Artikel 106d Faillissementswet

De leden van de fractie van de VVD vragen hoe, ondanks het feit dat het wetsvoorstel in artikel 106b, vijfde lid, Fw de rechter de mogelijkheid geeft om ter verzekering van een bestuursverbod een dwangsom op te leggen, in de praktijk kan worden gecontroleerd dat personen die het beleid bepalen desondanks toch (gaan) functioneren als feitelijke bestuurders.

Art. 106d lid 1 Fw voorziet in een gelijkstelling tussen statutair en feitelijk bestuurder, waardoor een bestuursverbod kan meebrengen dat iemand, naast statutair bestuurder, ook geen feitelijk bestuurder meer mag worden. Daarmee wordt bereikt, wat ook in de doctrine en consultatie is geopperd, namelijk dat moet worden voorkomen dat iemand met een bestuursverbod feitelijk leiding gaat geven aan een rechtspersoon. Naleving hiervan kan niet alleen worden afgedwongen door het opleggen van een dwangsom, maar ook via persoonlijke aansprakelijkheid van de betrokken feitelijk bestuurder (Kamerstukken II 2013/14, nr. 3, p. 29 e.v.). Terecht vragen de aan het woord zijnde leden hoe dit kan worden gecontroleerd.
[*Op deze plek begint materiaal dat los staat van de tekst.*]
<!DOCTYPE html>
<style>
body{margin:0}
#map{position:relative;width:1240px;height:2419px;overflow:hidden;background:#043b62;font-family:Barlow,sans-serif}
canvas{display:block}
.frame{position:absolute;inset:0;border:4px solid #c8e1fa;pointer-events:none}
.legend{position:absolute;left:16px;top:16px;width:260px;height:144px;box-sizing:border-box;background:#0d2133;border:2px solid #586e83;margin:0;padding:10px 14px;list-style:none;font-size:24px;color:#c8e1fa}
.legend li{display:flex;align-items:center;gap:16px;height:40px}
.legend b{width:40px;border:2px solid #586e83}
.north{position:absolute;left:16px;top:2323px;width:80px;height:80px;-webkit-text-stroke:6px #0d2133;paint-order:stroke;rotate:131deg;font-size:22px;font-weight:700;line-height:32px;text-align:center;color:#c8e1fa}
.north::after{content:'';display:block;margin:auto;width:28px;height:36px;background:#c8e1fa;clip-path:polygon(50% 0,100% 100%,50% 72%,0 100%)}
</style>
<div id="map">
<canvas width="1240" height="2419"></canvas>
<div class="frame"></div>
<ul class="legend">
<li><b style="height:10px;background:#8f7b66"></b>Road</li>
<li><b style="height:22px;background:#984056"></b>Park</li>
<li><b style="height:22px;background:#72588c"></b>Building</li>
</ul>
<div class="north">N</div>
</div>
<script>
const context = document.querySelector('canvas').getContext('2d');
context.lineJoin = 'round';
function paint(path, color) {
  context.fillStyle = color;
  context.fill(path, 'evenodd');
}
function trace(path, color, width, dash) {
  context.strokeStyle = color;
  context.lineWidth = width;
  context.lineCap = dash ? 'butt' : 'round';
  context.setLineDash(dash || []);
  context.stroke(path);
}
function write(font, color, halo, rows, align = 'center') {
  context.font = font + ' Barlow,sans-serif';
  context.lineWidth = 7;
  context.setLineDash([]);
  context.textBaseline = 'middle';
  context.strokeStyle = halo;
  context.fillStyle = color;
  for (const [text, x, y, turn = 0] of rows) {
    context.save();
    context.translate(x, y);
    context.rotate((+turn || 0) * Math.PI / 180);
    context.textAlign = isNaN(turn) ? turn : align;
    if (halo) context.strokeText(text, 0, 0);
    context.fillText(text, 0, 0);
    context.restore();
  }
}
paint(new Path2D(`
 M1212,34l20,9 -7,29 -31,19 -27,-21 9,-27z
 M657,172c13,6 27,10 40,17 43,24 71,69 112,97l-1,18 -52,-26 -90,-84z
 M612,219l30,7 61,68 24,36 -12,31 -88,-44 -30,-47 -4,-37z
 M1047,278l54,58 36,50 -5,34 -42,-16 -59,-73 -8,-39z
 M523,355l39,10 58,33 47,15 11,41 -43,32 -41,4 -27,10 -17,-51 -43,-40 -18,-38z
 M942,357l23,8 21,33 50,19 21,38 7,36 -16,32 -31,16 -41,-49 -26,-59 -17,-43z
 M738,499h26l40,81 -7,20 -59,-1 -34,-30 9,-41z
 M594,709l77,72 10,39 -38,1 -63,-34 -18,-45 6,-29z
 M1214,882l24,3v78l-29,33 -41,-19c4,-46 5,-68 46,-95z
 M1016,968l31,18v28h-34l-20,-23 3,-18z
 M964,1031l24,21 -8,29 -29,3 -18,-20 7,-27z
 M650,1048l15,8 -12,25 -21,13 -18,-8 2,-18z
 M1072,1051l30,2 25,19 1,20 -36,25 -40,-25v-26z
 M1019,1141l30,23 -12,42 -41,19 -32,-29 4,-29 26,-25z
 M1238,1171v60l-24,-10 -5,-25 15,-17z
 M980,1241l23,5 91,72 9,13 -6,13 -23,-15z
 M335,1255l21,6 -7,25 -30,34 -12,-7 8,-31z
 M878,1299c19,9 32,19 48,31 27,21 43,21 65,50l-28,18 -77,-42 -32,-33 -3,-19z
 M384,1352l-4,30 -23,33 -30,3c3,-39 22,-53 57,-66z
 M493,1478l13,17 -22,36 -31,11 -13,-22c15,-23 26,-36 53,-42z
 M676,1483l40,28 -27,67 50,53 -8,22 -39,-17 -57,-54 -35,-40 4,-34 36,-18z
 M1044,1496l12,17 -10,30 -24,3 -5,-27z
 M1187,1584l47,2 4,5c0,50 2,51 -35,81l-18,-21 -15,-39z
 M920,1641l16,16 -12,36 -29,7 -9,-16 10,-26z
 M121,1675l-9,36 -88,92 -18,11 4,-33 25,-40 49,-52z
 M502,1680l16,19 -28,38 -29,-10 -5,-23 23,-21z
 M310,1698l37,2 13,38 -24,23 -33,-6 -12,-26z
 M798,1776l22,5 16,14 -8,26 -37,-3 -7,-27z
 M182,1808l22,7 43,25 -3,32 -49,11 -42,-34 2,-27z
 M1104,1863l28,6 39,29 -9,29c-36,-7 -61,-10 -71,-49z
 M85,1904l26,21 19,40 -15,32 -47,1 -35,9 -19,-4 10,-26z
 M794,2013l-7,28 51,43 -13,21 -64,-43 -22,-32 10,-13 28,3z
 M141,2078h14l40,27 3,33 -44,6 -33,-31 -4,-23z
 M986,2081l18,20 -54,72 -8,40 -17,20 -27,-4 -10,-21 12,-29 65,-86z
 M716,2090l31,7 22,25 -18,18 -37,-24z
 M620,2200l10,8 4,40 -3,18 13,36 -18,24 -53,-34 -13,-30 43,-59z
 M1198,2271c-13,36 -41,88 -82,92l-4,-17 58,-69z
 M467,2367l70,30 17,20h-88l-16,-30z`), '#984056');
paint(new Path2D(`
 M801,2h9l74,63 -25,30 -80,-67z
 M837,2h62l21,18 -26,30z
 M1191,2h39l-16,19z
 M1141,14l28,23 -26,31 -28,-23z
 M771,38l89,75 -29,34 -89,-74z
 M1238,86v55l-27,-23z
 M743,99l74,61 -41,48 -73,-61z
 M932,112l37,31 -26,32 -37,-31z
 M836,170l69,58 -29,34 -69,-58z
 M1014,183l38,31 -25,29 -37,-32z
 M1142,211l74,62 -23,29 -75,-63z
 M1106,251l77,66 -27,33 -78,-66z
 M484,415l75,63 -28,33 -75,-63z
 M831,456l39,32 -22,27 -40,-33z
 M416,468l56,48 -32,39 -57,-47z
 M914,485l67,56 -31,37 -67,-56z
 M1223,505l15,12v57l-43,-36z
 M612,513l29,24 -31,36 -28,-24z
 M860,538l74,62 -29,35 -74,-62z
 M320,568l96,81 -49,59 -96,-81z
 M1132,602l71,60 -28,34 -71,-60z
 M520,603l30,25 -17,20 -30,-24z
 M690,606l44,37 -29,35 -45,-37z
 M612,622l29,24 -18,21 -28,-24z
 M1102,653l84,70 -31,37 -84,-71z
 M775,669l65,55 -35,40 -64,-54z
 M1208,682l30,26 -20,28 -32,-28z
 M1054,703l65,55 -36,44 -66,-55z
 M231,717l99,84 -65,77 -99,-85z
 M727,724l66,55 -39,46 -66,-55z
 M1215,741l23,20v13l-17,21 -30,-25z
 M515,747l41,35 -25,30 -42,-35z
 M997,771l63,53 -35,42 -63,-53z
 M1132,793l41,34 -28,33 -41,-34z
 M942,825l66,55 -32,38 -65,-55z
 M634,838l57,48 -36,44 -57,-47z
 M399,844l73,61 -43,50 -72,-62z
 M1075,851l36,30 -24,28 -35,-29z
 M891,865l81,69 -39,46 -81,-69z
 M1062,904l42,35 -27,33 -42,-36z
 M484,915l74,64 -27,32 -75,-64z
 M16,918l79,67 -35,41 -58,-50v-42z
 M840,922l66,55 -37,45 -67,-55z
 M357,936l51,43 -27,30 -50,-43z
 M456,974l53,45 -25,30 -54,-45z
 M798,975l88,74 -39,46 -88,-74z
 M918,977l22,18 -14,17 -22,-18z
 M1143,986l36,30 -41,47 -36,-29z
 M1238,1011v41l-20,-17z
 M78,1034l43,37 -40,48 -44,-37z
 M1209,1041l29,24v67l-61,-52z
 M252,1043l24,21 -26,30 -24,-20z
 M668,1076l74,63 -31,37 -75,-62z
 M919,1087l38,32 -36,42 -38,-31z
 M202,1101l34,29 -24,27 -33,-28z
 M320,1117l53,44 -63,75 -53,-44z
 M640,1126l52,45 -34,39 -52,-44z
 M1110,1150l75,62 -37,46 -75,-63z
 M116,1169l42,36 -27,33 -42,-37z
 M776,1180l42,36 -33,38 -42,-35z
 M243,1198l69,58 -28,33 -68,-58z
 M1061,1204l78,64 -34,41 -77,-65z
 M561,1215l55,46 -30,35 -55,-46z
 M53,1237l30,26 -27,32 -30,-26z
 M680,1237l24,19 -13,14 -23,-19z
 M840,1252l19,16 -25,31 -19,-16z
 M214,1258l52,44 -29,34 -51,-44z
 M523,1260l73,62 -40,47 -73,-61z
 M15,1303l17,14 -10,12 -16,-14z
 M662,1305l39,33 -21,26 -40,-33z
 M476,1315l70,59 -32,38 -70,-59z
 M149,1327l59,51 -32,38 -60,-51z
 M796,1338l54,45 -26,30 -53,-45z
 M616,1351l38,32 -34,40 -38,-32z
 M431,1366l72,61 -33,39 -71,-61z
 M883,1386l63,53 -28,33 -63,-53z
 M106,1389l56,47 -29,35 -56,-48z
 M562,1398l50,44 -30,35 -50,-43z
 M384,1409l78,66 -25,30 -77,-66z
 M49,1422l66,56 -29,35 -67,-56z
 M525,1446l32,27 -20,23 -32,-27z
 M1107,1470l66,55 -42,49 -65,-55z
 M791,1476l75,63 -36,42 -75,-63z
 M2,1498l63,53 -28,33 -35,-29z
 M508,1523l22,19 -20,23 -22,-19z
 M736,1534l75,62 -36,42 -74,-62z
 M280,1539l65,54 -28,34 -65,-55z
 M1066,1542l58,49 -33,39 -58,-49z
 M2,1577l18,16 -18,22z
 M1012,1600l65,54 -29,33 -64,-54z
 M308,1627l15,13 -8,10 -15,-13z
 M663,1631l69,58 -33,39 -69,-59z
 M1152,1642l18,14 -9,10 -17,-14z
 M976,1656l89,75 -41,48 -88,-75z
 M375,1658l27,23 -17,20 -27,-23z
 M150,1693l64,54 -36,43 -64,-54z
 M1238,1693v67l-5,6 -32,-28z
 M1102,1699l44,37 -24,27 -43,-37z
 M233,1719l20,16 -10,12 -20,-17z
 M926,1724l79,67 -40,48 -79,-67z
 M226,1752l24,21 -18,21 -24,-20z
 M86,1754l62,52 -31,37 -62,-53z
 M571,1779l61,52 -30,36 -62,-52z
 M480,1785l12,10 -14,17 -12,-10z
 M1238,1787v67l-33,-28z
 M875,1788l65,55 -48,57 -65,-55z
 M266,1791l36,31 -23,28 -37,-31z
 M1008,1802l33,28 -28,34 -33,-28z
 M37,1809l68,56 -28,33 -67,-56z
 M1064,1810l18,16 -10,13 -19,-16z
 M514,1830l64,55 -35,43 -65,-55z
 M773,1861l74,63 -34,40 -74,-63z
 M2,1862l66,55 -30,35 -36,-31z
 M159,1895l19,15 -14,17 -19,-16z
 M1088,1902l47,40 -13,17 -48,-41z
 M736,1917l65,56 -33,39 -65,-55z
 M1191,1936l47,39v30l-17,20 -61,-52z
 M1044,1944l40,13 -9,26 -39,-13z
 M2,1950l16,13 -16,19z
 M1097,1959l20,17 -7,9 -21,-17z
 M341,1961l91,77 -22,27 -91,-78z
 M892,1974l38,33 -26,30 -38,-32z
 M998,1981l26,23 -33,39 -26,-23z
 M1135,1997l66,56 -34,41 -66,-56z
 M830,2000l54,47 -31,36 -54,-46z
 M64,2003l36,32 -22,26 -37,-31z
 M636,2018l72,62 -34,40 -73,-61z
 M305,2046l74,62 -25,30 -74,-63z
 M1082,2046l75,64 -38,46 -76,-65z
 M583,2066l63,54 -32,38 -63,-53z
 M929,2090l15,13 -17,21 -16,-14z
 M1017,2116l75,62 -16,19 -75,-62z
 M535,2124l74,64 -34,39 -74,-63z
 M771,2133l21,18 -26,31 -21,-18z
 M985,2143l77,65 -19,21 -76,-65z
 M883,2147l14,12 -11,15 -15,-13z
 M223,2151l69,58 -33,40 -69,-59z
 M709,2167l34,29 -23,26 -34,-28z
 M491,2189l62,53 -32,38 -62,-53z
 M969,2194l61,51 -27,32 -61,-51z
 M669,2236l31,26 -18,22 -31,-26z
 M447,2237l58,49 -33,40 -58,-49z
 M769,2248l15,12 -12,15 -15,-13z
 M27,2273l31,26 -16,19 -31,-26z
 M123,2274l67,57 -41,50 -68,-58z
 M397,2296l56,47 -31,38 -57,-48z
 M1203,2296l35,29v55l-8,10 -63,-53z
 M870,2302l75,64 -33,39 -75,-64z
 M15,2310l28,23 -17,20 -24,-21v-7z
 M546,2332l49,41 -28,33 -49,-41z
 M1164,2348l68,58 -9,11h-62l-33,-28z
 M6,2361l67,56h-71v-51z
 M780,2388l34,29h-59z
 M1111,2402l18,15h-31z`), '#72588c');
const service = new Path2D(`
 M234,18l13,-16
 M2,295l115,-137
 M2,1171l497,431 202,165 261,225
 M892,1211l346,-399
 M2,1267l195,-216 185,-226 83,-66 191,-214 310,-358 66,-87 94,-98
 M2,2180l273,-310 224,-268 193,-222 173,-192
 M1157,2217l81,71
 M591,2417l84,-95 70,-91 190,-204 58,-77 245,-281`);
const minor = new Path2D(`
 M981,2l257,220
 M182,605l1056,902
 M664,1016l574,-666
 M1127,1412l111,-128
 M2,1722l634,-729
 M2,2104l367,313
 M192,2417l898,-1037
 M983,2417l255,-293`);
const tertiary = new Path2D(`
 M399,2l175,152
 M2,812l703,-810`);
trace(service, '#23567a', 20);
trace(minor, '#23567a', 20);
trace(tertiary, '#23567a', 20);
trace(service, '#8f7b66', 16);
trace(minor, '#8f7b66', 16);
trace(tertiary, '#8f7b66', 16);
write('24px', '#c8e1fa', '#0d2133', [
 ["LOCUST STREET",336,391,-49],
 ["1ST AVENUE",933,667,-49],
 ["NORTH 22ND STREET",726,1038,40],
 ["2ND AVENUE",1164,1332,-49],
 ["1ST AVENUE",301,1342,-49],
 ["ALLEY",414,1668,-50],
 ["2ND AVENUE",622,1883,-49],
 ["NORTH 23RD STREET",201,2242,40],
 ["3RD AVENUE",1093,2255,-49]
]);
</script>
Dat hangt sterk af van de omstandigheden van het geval. Feitelijk bestuurderschap kent vele facetten en nuances. Het is daarom niet in z’n algemeenheid te zeggen of er al dan niet sprake is van een feitelijk beleidsbepaler. Daarom zijn in de schriftelijke stukken ter illustratie de nodige feiten en omstandigheden geschetst die daarbij een rol kunnen spelen, waarbij ook aandacht is besteed aan handelen krachtens volmacht, een adviseurschap en het aandeelhouderschap (vgl. ook Kamerstukken II 2014/15, nr. 6, p. 23/24). Niet zelden zullen de curator en het OM zijn aangewezen op signalen van derden, zoals (andere) aandeelhouders, handelspartners of (vroegere) schuldeisers. Bij de toepassing van art. 106d Fw zijn bewijsproblemen inderdaad niet ondenkbaar. Dat mag echter geen rechtvaardiging vormen om de mogelijkheid tot omzeiling van het bestuursverbod via de weg van het feitelijk bestuurderschap maar open te laten. Om die reden niet doen is geen optie.

De Minister van Veiligheid en Justitie, G.A. van der Steur


X Noot
1

Richtlijn nr. 2015/849 van het Europees Parlement en de Raad van 20 mei 2015, PBEU L 141/73.